:: Task prompt ::
Set down the lines below exactly as they stand, please. Go from the first through the one containing "position:absolute; left:382px; top:858px;".

________________

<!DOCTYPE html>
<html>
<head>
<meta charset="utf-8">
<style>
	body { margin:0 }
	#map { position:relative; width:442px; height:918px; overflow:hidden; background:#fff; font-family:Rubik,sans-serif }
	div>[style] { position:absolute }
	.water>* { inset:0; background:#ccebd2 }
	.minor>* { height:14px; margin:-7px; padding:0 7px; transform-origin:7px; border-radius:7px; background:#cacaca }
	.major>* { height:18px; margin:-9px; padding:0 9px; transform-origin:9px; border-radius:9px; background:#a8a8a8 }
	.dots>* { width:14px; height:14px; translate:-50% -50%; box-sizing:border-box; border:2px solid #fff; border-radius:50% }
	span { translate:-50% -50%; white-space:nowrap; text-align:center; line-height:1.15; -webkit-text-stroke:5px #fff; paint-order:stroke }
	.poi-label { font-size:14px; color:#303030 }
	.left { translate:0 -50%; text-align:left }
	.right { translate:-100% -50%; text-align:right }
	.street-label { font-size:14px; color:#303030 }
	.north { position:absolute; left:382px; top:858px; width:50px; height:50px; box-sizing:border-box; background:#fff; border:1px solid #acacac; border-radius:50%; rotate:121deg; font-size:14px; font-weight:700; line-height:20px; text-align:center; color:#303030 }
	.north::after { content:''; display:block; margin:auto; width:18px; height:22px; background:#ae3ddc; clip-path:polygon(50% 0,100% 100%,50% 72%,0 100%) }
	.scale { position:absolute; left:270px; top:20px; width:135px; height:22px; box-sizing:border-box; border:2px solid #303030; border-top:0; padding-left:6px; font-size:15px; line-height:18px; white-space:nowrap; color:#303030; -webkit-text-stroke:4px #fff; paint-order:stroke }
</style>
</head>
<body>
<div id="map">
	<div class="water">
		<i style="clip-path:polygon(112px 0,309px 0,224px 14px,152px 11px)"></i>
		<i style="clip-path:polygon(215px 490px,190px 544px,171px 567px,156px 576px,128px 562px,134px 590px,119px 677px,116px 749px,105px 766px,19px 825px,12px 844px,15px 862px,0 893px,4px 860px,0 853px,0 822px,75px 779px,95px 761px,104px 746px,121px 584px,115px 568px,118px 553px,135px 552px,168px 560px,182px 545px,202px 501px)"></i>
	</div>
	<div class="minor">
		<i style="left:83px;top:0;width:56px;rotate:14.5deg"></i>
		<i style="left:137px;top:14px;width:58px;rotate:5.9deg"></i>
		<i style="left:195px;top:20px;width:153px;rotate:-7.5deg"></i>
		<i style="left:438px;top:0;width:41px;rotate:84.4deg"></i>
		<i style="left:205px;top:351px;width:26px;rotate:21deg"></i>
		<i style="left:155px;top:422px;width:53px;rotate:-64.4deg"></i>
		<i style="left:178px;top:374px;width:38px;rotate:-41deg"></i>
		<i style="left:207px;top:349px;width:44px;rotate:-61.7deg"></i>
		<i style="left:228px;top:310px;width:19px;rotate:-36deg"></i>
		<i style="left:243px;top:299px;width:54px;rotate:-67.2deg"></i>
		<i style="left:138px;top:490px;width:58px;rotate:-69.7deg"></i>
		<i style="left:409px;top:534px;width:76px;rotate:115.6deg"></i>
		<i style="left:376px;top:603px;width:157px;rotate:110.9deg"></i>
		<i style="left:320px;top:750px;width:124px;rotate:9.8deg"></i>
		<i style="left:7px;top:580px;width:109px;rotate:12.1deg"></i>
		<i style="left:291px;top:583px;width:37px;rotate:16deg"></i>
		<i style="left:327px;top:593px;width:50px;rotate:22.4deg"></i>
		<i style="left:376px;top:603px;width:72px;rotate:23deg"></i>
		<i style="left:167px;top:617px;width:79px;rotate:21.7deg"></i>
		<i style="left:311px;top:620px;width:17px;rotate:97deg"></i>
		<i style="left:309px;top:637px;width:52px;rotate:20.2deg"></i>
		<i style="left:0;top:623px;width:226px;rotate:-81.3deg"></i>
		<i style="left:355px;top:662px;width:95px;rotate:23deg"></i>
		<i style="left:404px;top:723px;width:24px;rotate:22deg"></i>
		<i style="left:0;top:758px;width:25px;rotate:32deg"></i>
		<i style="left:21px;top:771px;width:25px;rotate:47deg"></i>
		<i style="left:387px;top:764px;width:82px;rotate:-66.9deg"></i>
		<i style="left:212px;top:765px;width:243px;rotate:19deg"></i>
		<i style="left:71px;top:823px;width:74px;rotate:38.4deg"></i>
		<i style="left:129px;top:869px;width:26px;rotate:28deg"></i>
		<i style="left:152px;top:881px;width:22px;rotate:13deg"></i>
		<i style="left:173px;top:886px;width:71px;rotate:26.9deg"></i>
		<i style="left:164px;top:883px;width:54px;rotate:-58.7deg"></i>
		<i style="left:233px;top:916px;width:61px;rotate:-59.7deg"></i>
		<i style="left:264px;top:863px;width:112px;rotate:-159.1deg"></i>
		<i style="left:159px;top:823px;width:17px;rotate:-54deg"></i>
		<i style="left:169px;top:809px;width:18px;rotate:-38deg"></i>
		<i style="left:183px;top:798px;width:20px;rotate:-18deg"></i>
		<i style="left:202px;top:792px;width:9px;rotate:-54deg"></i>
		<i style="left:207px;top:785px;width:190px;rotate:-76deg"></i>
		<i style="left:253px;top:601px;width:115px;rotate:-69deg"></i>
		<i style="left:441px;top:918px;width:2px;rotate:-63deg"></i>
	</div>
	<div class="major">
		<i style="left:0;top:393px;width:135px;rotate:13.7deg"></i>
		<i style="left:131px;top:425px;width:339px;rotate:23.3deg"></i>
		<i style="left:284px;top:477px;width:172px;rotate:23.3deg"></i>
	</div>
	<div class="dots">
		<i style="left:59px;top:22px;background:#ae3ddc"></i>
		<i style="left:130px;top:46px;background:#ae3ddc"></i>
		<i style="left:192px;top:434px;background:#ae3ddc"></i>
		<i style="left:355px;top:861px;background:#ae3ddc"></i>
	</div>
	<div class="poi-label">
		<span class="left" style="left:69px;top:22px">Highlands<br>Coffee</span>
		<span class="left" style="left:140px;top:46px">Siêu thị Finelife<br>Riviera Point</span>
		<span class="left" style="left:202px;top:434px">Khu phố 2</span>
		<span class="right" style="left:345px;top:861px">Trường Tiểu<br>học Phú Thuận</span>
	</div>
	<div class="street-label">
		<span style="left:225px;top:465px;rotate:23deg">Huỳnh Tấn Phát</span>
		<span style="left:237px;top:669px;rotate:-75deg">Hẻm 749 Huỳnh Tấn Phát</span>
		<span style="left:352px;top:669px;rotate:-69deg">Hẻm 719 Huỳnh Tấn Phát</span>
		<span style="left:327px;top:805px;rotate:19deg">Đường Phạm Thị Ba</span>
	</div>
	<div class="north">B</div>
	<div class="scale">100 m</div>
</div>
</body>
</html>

________________

:: Problem solution ::
<!DOCTYPE html>
<html>
<head>
<meta charset="utf-8">
<style>
	body { margin:0 }
	#map { position:relative; width:442px; height:918px; overflow:hidden; background:#fff; font-family:Rubik,sans-serif }
	div>[style] { position:absolute }
	.water>* { inset:0; background:#ccebd2 }
	.minor>* { height:14px; margin:-7px; padding:0 7px; transform-origin:7px; border-radius:7px; background:#cacaca }
	.major>* { height:18px; margin:-9px; padding:0 9px; transform-origin:9px; border-radius:9px; background:#a8a8a8 }
	.dots>* { width:14px; height:14px; translate:-50% -50%; box-sizing:border-box; border:2px solid #fff; border-radius:50% }
	span { translate:-50% -50%; white-space:nowrap; text-align:center; line-height:1.15; -webkit-text-stroke:5px #fff; paint-order:stroke }
	.poi-label { font-size:14px; color:#303030 }
	.left { translate:0 -50%; text-align:left }
	.right { translate:-100% -50%; text-align:right }
	.street-label { font-size:14px; color:#303030 }
	.north { position:absolute; left:382px; top:858px; width:50px; height:50px; box-sizing:border-box; background:#fff; border:1px solid #acacac; border-radius:50%; rotate:121deg; font-size:14px; font-weight:700; line-height:20px; text-align:center; color:#303030 }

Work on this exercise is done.